» WHAT YOU NEED TO DO
Every record here needs to be written out again exactly.

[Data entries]

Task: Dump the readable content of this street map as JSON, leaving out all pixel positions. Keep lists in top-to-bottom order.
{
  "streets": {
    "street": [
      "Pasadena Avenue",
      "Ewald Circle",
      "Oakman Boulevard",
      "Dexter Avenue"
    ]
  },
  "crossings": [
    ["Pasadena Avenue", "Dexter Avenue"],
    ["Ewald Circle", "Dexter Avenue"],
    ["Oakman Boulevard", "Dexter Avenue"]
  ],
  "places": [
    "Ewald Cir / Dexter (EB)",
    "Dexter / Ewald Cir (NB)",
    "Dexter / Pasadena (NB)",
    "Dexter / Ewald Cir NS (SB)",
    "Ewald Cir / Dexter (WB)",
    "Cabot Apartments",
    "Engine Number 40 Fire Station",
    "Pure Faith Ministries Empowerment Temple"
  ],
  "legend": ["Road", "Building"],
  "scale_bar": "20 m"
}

» ANSWER BOX
Task: Dump the readable content of this street map as JSON, leaving out all pixel positions. Keep lists in top-to-bottom order.
{
  "streets": {
    "street": [
      "Pasadena Avenue",
      "Ewald Circle",
      "Oakman Boulevard",
      "Dexter Avenue"
    ]
  },
  "crossings": [
    ["Pasadena Avenue", "Dexter Avenue"],
    ["Ewald Circle", "Dexter Avenue"],
    ["Oakman Boulevard", "Dexter Avenue"]
  ],
  "places": [
    "Ewald Cir / Dexter (EB)",
    "Dexter / Ewald Cir (NB)",
    "Dexter / Pasadena (NB)",
    "Dexter / Ewald Cir NS (SB)",
    "Ewald Cir / Dexter (WB)",
    "Cabot Apartments",
    "Engine Number 40 Fire Station",
    "Pure Faith Ministries Empowerment Temple"
  ],
  "legend": ["Road", "Building"],
  "scale_bar": "20 m"
}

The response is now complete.